Both chitosan and yeast extract elicitations exhibited a concentration-dependent manner until reaching the peak level and then started to decline. This phenomenon might be explained in term of defence capacity limitation. High elicitor concentration may exceed the available number of PRRs as well as the capacity of other defence components. Moreover, overstressed conditions caused by high concentrations of pathogen elicitors might be toxic to the plant cell and decrease the overall production (Overvoorde P et al., 2010).

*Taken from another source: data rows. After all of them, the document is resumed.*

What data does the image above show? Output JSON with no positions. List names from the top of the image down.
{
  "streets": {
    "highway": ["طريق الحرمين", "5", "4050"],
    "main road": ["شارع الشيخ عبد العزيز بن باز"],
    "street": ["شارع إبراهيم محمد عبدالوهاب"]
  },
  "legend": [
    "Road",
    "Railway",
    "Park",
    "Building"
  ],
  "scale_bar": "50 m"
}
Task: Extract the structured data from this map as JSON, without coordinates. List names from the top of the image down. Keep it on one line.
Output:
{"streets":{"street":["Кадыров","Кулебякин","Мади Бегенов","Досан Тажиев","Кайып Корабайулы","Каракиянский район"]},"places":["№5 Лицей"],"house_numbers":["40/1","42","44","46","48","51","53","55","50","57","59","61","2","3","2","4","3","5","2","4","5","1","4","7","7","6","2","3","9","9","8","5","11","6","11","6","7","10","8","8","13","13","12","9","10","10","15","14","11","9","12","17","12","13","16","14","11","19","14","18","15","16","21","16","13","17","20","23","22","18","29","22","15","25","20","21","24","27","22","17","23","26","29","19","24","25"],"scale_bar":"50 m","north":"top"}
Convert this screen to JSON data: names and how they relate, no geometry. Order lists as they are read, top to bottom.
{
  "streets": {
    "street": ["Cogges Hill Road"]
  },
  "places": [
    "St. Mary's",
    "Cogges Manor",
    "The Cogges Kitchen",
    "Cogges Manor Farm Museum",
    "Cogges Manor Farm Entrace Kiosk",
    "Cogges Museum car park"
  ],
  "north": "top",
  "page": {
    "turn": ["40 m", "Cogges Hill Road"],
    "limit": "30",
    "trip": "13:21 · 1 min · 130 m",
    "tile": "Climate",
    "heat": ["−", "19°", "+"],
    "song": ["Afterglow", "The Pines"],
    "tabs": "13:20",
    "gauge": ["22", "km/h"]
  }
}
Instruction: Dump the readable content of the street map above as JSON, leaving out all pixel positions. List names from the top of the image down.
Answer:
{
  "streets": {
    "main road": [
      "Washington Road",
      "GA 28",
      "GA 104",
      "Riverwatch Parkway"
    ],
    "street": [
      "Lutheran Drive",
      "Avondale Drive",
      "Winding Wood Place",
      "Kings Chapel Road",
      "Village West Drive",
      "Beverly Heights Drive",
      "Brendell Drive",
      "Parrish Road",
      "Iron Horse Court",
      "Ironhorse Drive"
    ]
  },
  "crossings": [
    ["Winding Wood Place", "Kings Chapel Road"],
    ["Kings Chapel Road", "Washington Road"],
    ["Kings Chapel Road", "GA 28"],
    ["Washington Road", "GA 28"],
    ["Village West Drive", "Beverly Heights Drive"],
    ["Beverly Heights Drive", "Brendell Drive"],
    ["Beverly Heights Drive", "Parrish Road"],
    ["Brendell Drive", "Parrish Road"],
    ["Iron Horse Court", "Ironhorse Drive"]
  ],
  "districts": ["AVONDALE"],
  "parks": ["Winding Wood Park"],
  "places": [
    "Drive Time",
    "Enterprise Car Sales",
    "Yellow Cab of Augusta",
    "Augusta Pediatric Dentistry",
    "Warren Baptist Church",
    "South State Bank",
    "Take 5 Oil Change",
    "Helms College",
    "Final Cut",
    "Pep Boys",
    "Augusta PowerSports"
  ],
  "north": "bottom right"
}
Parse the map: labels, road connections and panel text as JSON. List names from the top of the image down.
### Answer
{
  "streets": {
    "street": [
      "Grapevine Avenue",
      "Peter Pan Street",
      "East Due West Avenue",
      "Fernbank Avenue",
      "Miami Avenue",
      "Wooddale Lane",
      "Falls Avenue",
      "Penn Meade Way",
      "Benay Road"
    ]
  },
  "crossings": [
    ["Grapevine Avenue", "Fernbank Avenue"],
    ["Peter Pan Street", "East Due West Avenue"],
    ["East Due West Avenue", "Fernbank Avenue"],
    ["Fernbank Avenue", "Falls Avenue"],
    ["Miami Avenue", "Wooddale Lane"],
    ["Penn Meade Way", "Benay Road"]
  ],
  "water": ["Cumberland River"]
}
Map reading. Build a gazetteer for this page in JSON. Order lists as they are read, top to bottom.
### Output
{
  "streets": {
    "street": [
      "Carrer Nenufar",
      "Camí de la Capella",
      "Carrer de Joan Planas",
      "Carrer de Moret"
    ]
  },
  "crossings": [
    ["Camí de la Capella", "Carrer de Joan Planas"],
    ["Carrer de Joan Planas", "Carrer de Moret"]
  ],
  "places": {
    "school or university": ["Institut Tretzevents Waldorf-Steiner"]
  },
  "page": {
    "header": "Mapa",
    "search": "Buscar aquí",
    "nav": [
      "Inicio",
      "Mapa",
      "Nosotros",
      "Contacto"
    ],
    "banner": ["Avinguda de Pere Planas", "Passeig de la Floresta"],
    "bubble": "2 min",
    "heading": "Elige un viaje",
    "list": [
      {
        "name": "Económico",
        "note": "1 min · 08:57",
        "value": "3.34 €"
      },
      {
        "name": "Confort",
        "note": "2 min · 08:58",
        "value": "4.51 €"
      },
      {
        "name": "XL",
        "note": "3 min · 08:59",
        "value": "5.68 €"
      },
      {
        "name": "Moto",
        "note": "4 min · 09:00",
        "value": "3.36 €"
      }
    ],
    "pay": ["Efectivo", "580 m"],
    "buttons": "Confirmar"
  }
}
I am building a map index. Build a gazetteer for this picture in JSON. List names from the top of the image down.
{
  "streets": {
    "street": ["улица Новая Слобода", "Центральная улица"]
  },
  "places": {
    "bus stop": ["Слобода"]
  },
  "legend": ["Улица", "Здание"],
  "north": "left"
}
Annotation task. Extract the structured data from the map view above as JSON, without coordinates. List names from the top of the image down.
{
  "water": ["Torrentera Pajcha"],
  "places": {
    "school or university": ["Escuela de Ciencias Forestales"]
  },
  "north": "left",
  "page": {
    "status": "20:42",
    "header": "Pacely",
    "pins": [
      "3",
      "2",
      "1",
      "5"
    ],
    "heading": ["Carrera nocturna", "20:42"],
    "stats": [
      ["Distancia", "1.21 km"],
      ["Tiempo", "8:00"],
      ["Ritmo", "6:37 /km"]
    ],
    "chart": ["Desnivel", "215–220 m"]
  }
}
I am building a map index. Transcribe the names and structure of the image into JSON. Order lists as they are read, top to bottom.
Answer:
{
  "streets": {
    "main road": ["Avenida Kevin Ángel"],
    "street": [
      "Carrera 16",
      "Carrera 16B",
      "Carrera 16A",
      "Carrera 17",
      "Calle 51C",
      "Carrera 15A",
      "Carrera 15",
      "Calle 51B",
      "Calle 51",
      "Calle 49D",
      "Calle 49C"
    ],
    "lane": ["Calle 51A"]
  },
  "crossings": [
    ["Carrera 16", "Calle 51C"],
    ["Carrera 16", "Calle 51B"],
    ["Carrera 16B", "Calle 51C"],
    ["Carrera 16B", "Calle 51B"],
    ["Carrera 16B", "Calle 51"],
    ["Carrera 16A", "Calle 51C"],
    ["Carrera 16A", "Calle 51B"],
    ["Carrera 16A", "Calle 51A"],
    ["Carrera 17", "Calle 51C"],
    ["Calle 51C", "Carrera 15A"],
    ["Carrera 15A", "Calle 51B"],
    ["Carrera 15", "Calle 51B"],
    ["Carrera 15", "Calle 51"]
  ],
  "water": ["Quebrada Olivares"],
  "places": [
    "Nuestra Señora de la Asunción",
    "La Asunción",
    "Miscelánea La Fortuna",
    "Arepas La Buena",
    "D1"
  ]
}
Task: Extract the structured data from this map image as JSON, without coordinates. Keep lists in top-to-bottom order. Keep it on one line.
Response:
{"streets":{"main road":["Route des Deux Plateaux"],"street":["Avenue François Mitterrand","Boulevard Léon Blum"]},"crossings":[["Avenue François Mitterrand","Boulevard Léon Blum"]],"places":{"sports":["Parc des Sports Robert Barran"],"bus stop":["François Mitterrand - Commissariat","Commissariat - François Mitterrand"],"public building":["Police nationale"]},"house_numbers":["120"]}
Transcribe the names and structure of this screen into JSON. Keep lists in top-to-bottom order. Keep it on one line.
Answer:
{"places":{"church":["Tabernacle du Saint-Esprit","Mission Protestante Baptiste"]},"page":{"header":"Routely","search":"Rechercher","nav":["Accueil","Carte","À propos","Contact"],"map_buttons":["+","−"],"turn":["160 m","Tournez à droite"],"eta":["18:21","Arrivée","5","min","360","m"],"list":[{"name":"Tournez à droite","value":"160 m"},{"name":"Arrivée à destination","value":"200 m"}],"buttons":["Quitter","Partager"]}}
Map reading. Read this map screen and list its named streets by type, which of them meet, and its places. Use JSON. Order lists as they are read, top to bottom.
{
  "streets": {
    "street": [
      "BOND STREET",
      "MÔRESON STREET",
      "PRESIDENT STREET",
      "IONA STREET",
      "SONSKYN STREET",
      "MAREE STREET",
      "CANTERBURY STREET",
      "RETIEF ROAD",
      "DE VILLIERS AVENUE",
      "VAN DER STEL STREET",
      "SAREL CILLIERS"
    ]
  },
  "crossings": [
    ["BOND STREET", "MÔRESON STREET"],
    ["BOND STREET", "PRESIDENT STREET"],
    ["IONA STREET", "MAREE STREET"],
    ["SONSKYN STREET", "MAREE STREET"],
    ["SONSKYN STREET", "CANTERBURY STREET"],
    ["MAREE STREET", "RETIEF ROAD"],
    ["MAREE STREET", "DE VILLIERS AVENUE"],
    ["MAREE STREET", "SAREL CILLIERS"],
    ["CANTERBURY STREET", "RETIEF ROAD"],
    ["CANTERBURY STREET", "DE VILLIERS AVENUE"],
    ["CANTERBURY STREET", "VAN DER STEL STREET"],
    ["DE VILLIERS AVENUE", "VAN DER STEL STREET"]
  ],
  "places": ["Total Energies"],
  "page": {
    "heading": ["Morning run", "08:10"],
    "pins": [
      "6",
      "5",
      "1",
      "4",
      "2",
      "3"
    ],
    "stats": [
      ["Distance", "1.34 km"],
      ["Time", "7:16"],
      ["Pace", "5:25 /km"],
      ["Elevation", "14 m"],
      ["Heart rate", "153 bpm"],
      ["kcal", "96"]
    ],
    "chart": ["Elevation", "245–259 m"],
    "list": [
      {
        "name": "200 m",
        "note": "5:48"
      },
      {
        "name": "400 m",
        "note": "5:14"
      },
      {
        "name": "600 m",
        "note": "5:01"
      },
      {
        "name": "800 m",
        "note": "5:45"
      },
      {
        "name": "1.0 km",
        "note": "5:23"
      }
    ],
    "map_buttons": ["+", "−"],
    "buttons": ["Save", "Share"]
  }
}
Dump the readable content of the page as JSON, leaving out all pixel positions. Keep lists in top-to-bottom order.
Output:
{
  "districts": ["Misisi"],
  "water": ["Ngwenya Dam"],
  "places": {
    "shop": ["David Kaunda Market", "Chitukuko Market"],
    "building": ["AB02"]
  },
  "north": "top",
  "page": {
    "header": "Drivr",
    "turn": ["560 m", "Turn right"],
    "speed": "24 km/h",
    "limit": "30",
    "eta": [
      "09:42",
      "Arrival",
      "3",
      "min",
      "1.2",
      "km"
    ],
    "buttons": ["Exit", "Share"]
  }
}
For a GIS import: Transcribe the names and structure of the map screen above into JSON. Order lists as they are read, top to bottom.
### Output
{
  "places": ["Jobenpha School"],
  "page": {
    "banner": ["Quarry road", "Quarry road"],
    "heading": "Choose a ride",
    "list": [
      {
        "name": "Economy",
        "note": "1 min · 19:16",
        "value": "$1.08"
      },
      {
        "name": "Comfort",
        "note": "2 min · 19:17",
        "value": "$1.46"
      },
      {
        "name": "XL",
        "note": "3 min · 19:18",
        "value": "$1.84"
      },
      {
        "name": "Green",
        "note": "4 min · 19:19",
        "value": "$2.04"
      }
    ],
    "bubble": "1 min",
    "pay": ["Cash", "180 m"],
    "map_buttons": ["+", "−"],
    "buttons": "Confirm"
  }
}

3.1.2 Effects of exposure time and culture age

In order to further optimise the elicitation conditions, exposure time and culture age were subsequently optimised. Our result was consistent with previous reports in Rudgea jasminoides (Oliveira MDC et al., 2007) and R. cordifolia (Ghatge S et al., 2014), suggesting that longer exposure time produced better elicitation efficiency. The highest production was observed when the root cultures were exposed to the elicitor for 48 hours. The aloe-emodin production was significantly increased from the control up to 2.93 times (0.713 ± 0.010 mg/gDW).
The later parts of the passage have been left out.